> **Task to carry out**
The entries below contain a line with "const g = document.querySelector('canvas').getContext('2d');" and a line with "if (r.length === 3)". Quote exactly those two lines and all lines between them.

> **Records from a dataset**
═══

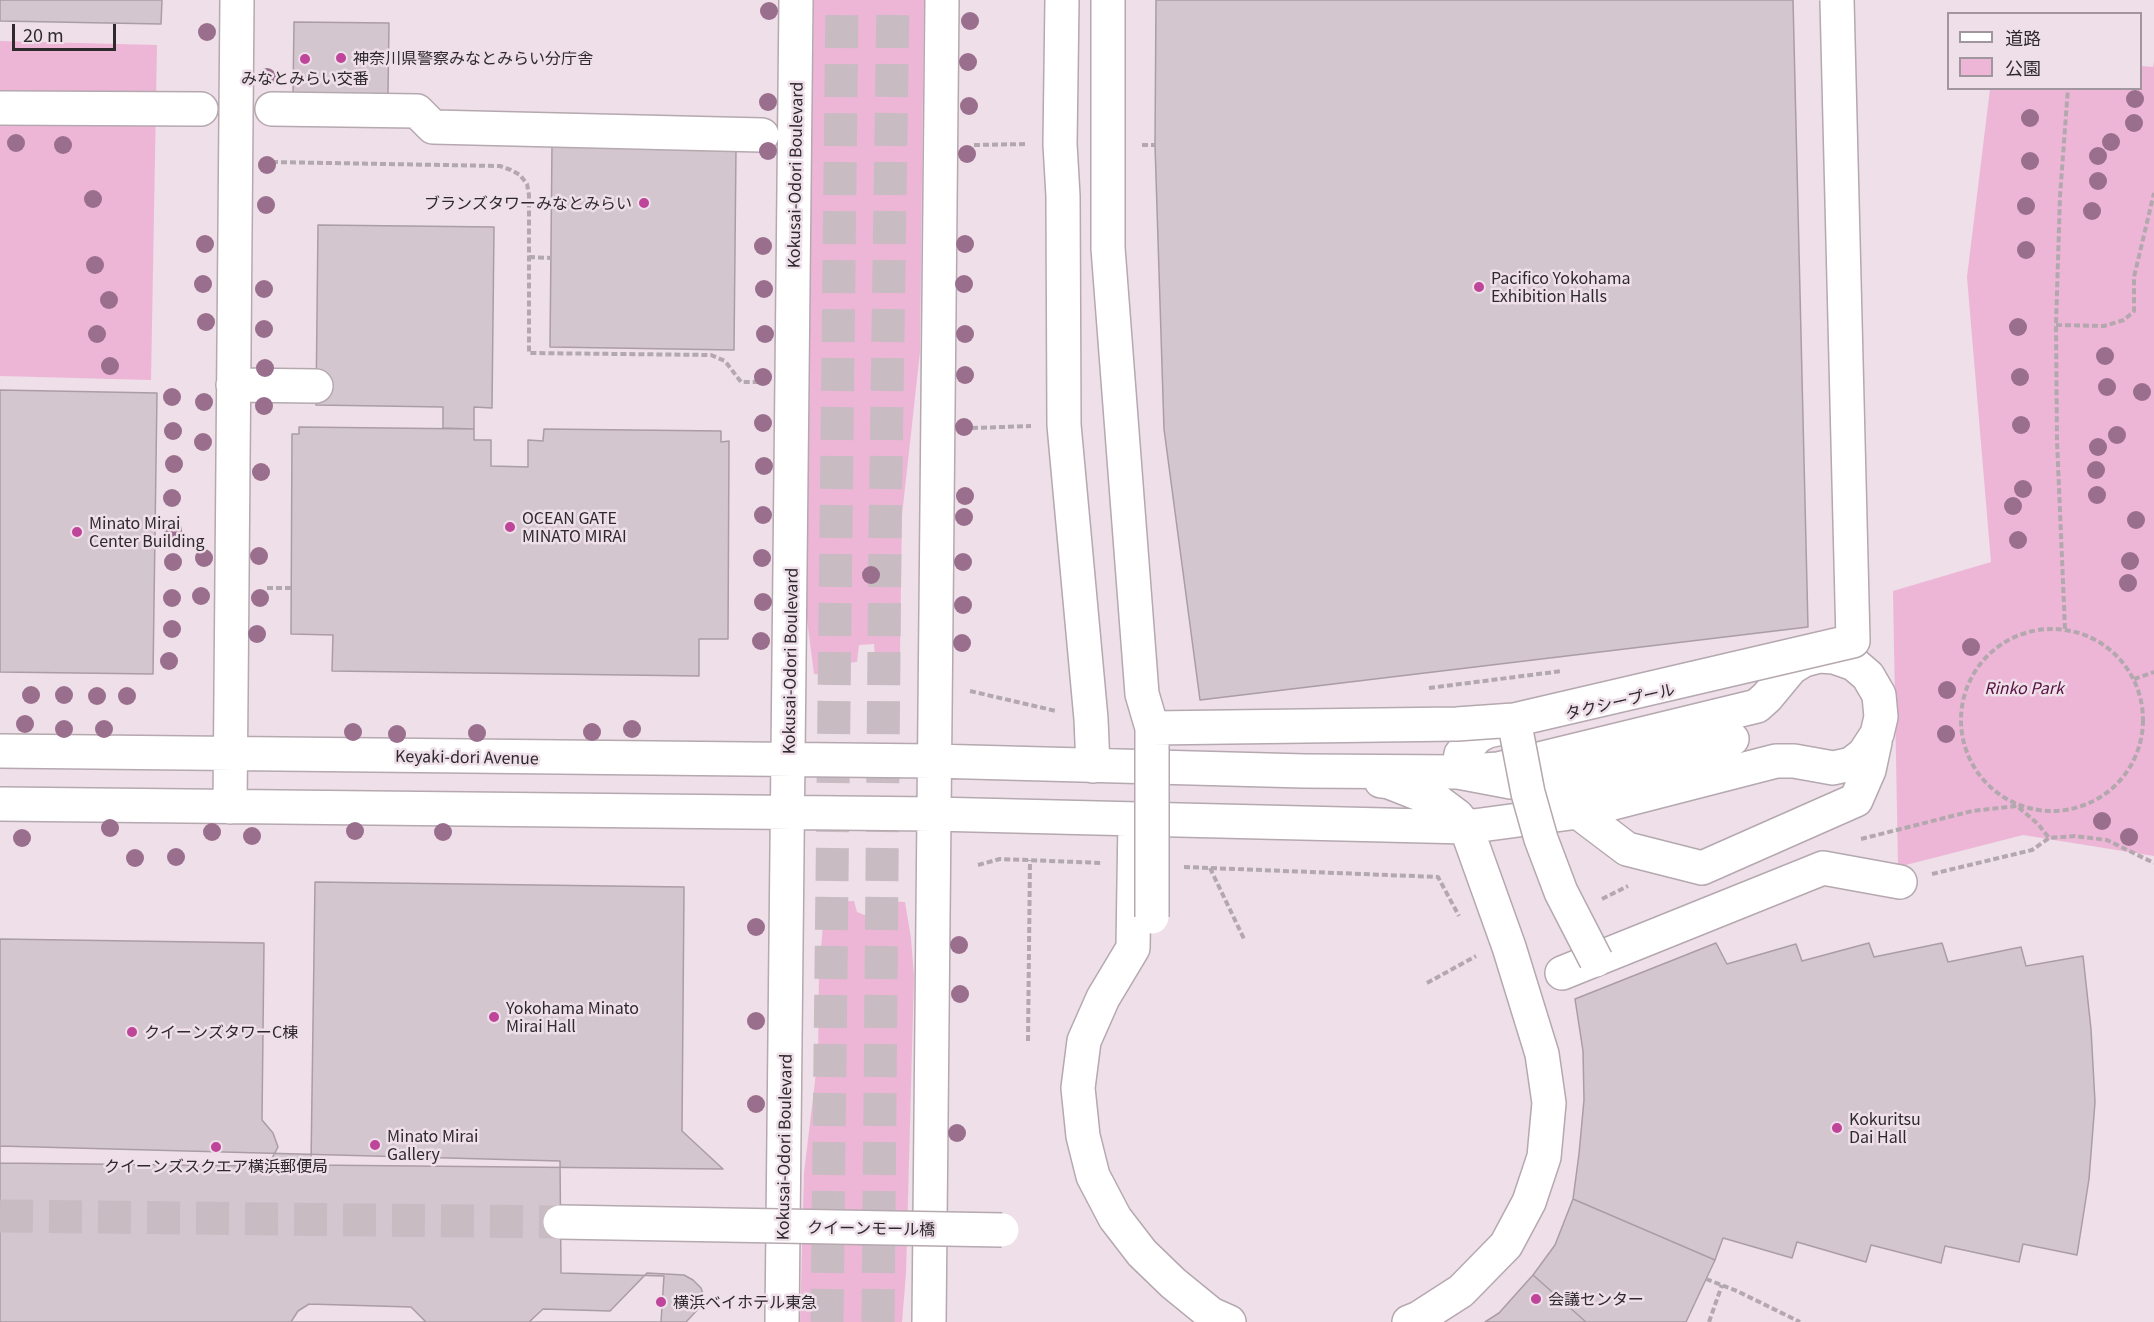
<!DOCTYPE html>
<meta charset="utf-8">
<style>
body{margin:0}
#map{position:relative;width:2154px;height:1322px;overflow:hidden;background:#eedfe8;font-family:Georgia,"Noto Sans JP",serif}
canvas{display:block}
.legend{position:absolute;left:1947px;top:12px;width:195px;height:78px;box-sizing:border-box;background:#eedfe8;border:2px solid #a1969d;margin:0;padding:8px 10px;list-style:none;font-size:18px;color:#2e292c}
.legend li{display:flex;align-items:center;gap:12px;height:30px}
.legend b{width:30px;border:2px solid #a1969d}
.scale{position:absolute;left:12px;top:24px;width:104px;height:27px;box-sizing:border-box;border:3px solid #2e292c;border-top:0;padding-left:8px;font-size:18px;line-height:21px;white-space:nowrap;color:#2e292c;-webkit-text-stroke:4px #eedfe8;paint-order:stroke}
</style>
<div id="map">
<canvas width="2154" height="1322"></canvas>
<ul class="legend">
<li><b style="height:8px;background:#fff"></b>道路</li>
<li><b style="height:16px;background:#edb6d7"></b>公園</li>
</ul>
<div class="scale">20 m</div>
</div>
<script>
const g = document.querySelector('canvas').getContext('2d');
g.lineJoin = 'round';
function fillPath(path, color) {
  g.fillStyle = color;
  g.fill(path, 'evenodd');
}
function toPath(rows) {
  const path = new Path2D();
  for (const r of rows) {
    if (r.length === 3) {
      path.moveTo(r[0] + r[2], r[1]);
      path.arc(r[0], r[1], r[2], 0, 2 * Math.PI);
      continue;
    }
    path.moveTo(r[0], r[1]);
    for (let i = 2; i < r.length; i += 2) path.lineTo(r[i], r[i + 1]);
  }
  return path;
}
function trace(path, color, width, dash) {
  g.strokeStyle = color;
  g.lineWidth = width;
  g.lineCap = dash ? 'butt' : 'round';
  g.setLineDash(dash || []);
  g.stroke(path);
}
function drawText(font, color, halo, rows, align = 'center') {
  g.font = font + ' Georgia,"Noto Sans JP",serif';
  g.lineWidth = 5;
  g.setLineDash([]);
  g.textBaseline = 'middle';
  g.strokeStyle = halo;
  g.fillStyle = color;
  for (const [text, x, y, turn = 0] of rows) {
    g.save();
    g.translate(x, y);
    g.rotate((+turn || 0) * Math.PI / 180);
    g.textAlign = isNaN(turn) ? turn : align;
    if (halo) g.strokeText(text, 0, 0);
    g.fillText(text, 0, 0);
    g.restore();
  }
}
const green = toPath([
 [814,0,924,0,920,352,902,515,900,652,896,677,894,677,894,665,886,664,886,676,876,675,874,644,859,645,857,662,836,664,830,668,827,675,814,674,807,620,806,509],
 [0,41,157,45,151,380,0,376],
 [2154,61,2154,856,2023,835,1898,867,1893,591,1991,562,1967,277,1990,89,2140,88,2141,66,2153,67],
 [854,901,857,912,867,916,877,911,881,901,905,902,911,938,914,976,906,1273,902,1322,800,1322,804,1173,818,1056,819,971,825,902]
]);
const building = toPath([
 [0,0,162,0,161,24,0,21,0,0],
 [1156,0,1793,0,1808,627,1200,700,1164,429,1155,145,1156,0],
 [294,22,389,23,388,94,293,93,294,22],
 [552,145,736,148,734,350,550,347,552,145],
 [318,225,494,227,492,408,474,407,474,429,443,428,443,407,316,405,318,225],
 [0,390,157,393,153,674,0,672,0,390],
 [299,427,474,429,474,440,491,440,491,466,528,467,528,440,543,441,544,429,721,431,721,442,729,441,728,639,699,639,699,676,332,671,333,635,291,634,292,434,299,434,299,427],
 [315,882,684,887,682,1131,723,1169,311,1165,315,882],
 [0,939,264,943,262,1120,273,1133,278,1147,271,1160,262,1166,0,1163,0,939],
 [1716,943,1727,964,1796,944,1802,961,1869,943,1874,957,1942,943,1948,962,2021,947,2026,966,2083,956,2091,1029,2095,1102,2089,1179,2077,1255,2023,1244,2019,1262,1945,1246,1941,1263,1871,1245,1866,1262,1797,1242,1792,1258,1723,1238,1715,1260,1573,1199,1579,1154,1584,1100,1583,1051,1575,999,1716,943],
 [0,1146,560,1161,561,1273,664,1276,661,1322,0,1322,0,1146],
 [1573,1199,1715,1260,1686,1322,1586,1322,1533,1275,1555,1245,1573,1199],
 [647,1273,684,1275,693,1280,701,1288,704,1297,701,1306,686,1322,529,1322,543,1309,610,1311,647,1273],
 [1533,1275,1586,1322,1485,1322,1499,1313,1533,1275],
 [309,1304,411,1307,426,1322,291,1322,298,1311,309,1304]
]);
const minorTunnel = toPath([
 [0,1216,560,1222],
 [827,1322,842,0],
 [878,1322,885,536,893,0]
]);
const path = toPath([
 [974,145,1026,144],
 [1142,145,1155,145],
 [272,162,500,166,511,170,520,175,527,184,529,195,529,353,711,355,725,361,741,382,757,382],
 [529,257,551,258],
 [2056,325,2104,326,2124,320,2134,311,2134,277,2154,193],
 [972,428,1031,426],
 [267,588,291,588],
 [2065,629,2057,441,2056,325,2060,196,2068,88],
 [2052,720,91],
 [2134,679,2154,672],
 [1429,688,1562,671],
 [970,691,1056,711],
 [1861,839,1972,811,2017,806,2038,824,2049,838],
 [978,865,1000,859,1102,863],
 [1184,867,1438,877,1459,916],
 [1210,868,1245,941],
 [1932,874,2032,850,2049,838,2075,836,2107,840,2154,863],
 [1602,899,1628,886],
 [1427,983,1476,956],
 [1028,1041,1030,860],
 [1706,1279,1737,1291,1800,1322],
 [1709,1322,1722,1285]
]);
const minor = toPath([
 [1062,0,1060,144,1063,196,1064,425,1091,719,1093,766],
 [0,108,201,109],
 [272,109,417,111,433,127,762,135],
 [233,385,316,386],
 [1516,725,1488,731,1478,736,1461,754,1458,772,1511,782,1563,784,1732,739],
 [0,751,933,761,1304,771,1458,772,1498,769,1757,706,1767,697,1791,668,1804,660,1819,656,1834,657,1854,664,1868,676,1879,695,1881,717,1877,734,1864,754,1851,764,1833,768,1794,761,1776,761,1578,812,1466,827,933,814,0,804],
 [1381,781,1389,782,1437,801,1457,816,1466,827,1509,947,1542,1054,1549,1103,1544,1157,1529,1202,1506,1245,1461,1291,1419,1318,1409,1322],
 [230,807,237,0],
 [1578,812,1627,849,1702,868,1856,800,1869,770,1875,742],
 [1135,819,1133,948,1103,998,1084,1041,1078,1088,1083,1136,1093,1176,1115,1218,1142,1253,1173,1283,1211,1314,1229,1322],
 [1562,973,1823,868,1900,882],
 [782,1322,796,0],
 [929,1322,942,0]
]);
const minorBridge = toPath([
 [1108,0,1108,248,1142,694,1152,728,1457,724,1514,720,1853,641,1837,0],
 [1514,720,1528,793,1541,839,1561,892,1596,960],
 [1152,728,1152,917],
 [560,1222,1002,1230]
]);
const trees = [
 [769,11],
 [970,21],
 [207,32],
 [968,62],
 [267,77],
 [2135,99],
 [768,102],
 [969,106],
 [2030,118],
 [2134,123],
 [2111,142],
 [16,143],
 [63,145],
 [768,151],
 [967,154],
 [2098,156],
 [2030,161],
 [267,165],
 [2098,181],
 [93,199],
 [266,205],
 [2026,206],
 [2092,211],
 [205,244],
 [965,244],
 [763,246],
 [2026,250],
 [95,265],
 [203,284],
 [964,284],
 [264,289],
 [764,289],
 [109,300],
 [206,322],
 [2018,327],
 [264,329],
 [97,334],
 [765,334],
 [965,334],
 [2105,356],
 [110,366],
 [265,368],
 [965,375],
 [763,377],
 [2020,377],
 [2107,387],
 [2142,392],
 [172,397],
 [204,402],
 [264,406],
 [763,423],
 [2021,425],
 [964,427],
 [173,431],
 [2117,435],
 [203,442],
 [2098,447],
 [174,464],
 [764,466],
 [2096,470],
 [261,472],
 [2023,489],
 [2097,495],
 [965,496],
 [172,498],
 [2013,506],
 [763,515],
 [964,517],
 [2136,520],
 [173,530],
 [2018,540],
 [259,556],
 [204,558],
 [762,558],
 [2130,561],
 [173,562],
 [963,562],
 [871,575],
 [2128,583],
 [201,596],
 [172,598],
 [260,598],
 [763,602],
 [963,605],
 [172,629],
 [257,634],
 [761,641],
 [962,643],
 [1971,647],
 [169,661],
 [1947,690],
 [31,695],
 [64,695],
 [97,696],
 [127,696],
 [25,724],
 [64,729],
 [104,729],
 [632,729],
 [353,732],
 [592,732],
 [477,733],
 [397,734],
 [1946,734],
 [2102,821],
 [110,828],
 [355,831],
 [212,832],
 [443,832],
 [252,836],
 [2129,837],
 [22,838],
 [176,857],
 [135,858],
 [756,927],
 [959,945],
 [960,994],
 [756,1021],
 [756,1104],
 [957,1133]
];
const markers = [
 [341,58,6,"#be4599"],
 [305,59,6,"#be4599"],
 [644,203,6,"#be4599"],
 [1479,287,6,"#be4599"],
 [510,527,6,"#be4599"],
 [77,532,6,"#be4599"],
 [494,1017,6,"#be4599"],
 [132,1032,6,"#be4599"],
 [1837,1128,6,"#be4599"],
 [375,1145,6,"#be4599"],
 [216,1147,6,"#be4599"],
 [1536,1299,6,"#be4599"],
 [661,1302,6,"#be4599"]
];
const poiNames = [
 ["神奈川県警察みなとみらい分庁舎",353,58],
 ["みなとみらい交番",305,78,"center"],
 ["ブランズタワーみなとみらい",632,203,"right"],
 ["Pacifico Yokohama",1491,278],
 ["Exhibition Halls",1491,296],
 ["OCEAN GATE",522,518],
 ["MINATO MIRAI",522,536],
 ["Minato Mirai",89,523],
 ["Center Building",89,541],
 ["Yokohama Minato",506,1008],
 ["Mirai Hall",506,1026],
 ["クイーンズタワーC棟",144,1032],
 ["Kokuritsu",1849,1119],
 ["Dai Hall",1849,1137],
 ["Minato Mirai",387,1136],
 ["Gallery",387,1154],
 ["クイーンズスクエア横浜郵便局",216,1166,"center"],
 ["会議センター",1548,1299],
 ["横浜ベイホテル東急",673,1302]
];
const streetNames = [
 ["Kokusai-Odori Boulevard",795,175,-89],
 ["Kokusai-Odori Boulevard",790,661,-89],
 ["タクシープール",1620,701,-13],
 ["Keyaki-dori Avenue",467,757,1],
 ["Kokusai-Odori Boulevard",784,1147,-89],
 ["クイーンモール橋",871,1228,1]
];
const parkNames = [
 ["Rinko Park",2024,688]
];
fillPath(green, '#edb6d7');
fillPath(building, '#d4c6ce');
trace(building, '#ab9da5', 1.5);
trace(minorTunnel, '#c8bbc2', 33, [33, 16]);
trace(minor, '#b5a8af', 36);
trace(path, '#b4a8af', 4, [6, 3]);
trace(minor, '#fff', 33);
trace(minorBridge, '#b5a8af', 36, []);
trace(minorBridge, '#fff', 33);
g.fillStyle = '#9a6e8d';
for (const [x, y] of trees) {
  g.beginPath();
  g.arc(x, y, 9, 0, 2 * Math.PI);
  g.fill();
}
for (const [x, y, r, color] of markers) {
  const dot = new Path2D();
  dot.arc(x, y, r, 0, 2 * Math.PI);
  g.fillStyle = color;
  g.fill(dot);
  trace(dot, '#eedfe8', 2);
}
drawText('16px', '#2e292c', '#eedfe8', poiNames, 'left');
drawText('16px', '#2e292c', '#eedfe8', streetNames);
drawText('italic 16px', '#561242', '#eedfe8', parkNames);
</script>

═══

> **Answer section**
const g = document.querySelector('canvas').getContext('2d');
g.lineJoin = 'round';
function fillPath(path, color) {
  g.fillStyle = color;
  g.fill(path, 'evenodd');
}
function toPath(rows) {
  const path = new Path2D();
  for (const r of rows) {
    if (r.length === 3) {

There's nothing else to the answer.